### About this task
Starting at the line that contains "c.lineJoin = 'round';" and ending at the line that contains "c.lineWidth = 6;", the lines below are to be given again exactly, with nothing added.

=======

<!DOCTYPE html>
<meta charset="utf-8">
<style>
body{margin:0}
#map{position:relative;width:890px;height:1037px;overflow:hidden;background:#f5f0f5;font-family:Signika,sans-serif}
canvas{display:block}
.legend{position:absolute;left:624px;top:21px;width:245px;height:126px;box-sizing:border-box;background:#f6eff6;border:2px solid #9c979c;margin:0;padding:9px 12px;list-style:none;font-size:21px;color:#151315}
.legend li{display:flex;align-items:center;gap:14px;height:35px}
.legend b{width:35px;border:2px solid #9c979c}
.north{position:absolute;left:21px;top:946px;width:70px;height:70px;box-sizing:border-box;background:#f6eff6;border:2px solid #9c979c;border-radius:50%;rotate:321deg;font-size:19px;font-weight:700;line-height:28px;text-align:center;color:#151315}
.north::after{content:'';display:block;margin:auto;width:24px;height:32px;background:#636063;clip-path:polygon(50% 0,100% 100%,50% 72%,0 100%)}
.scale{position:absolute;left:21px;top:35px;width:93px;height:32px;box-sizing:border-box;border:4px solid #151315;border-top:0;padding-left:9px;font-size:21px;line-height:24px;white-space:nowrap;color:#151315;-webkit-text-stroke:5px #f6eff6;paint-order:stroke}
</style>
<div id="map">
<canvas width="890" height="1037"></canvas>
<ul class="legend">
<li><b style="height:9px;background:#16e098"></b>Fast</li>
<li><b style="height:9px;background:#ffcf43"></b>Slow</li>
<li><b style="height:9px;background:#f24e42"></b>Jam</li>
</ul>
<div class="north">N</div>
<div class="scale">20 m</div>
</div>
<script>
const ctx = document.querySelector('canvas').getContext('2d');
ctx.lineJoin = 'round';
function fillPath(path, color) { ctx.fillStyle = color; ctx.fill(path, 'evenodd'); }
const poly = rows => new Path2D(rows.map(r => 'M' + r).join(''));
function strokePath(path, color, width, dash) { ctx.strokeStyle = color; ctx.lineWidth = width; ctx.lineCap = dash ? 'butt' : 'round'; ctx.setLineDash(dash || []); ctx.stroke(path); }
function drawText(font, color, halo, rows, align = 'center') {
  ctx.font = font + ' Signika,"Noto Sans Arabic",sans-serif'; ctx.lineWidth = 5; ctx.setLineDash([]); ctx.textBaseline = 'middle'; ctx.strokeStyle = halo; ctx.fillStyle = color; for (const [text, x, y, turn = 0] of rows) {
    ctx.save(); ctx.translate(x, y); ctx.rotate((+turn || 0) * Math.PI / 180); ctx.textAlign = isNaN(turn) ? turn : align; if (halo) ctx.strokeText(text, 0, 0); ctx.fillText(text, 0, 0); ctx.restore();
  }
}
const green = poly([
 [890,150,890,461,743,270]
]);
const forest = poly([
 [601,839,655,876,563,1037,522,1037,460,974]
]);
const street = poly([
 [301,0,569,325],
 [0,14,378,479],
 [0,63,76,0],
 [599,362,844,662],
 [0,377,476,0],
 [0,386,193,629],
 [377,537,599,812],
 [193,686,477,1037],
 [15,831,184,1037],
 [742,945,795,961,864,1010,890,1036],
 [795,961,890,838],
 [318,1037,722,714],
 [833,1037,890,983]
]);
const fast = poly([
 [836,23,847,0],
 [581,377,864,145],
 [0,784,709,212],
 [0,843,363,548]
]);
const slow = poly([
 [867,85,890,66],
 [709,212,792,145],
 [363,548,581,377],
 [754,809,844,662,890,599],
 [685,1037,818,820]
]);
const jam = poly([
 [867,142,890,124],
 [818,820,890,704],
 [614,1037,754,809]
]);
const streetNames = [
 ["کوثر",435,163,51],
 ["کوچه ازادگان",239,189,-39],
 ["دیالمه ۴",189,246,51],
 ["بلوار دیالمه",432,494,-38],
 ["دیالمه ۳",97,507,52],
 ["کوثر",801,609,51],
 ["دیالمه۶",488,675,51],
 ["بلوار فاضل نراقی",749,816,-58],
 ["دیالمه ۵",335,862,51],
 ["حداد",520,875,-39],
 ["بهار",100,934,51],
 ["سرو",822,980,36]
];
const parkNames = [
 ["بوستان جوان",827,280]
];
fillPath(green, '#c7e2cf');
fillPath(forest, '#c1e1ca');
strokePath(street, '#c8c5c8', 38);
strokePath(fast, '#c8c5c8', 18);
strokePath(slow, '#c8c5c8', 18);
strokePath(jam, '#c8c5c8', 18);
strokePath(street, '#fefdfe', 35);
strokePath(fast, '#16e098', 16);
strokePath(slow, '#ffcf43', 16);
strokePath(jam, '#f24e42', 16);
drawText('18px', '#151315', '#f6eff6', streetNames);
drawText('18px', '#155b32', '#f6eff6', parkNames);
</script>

=======

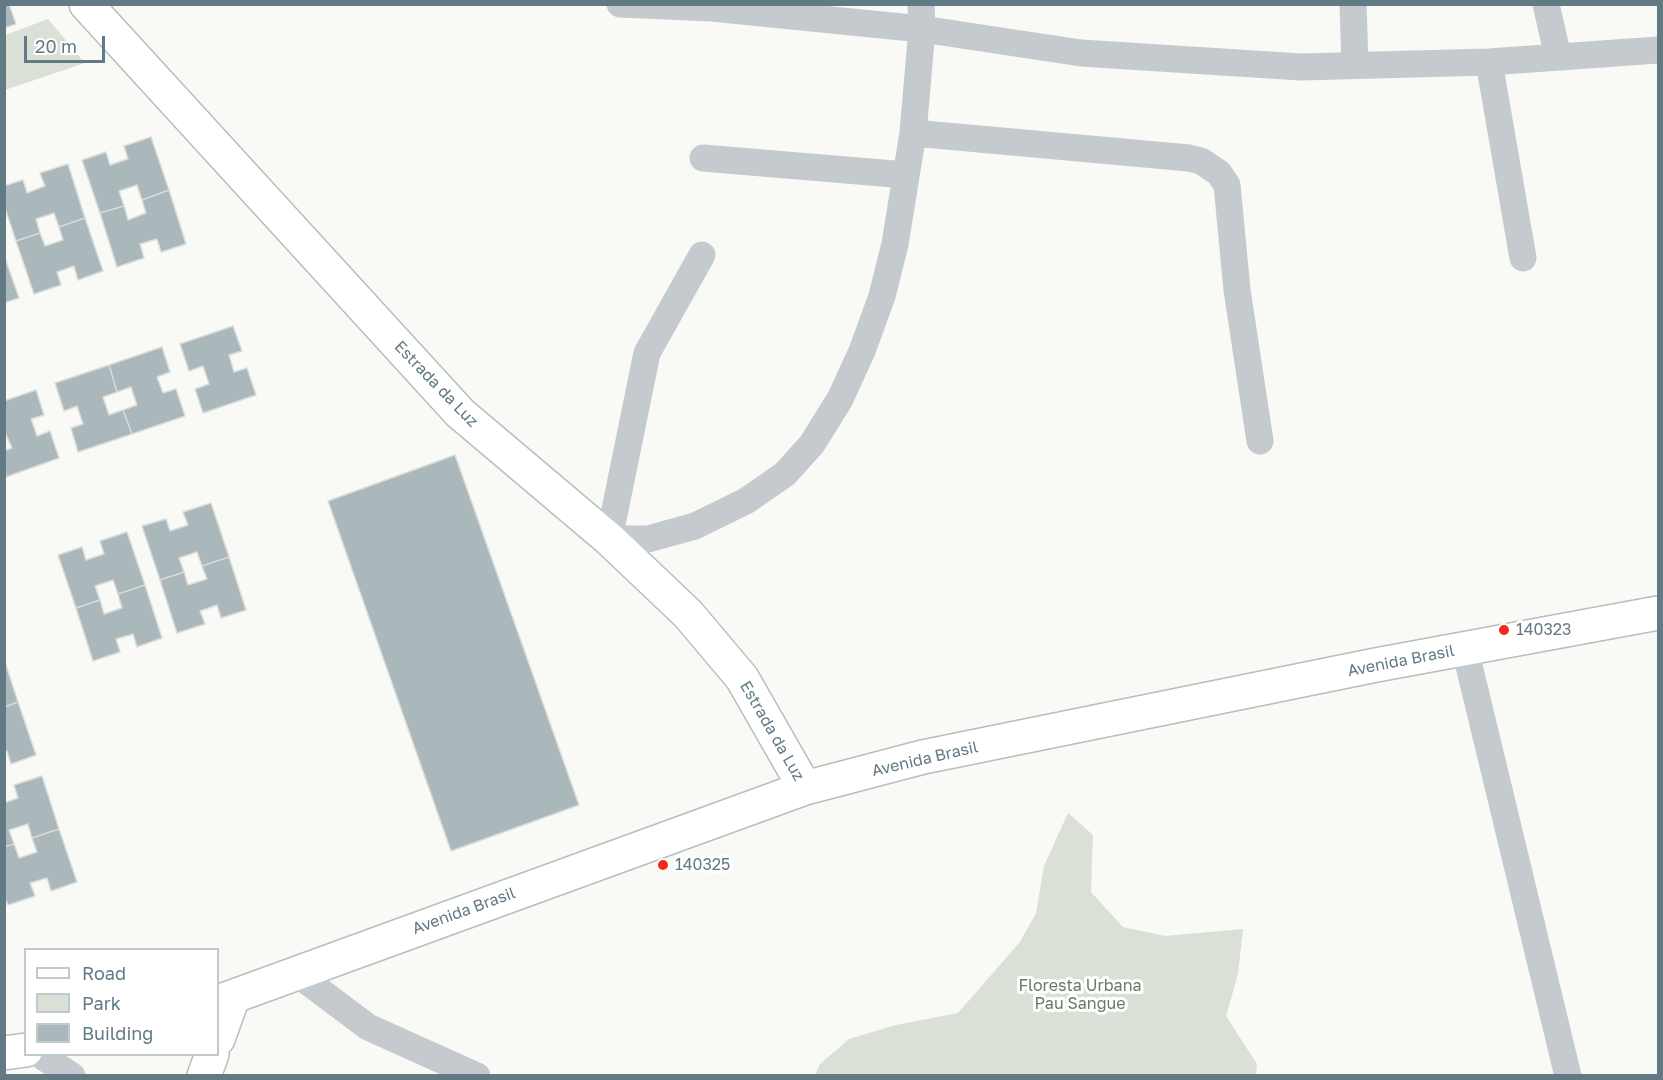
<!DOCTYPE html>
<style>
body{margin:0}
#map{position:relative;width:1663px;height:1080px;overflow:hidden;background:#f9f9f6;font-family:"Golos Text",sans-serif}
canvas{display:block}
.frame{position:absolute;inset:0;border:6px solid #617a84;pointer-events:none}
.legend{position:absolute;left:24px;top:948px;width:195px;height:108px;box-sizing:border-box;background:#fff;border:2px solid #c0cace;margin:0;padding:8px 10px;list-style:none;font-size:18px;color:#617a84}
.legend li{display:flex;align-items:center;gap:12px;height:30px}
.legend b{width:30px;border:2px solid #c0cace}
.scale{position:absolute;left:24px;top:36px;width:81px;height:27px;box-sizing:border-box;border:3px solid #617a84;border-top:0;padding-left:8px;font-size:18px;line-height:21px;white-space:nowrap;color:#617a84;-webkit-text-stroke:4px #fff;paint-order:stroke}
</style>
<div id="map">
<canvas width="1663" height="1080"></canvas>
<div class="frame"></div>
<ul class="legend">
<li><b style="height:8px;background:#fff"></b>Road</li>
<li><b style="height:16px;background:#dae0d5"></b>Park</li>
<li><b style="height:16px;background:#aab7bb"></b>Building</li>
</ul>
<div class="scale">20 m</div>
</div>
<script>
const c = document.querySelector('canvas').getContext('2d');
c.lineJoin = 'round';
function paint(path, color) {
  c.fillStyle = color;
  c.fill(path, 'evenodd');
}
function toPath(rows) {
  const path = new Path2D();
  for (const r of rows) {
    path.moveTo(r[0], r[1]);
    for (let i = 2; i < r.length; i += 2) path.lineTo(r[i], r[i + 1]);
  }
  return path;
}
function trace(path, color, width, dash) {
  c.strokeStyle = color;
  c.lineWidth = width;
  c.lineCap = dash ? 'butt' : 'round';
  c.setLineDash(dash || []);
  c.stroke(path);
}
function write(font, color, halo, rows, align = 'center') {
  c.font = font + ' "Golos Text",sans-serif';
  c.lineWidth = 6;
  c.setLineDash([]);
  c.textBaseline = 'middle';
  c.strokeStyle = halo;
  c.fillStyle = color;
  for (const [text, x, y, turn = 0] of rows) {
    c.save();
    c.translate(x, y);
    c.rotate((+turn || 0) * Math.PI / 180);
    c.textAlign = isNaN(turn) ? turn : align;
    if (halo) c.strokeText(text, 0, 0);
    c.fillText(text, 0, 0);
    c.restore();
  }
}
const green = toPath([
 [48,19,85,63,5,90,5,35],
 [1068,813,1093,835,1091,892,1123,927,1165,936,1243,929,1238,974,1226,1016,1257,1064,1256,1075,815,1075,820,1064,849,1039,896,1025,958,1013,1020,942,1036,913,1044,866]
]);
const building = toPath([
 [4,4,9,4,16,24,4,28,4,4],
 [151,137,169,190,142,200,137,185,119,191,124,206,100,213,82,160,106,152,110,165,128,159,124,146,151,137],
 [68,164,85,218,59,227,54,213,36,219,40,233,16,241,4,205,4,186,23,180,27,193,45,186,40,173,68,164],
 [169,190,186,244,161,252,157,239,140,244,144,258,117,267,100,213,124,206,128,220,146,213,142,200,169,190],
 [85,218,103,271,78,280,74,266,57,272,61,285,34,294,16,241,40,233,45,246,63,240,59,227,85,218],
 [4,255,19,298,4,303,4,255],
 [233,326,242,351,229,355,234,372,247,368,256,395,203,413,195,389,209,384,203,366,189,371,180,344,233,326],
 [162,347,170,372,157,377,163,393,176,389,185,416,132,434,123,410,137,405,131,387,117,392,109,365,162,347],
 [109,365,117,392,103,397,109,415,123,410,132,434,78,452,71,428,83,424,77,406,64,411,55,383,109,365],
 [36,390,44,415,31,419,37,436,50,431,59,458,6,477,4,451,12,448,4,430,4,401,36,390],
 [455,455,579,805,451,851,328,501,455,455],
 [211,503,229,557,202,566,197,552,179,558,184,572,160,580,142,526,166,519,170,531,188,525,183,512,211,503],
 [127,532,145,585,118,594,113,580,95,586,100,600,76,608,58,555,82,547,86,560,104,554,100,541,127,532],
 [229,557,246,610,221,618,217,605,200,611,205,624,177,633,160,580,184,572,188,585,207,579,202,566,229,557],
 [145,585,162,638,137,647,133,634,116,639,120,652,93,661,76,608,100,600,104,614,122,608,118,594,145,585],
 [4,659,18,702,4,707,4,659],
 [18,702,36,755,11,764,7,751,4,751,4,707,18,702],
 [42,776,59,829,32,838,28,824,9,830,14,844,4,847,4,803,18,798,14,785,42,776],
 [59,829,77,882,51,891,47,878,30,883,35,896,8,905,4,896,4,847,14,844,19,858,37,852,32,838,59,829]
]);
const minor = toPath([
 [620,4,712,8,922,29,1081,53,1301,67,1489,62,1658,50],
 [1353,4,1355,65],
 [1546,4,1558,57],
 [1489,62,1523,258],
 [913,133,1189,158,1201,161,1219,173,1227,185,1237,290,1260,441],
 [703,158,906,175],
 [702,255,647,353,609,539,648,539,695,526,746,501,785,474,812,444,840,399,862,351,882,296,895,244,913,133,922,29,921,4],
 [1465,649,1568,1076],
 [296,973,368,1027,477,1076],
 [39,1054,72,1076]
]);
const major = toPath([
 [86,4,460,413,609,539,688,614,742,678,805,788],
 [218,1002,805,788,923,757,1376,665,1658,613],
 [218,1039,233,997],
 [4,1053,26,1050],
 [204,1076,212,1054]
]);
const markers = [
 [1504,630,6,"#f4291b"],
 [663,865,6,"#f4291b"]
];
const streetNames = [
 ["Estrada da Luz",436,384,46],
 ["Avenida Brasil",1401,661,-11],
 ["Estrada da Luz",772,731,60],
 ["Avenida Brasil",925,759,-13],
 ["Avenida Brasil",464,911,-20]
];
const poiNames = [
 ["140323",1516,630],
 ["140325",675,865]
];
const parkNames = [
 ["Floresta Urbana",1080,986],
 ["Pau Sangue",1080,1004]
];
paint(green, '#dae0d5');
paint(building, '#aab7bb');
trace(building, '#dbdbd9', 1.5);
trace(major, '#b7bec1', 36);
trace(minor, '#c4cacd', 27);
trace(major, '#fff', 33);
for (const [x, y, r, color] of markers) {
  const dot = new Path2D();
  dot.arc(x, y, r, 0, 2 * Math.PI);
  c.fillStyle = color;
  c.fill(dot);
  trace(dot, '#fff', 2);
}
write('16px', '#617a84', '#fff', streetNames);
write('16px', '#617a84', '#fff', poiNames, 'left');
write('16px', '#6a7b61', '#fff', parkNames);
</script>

=======

### Task result
c.lineJoin = 'round';
function paint(path, color) {
  c.fillStyle = color;
  c.fill(path, 'evenodd');
}
function toPath(rows) {
  const path = new Path2D();
  for (const r of rows) {
    path.moveTo(r[0], r[1]);
    for (let i = 2; i < r.length; i += 2) path.lineTo(r[i], r[i + 1]);
  }
  return path;
}
function trace(path, color, width, dash) {
  c.strokeStyle = color;
  c.lineWidth = width;
  c.lineCap = dash ? 'butt' : 'round';
  c.setLineDash(dash || []);
  c.stroke(path);
}
function write(font, color, halo, rows, align = 'center') {
  c.font = font + ' "Golos Text",sans-serif';
  c.lineWidth = 6;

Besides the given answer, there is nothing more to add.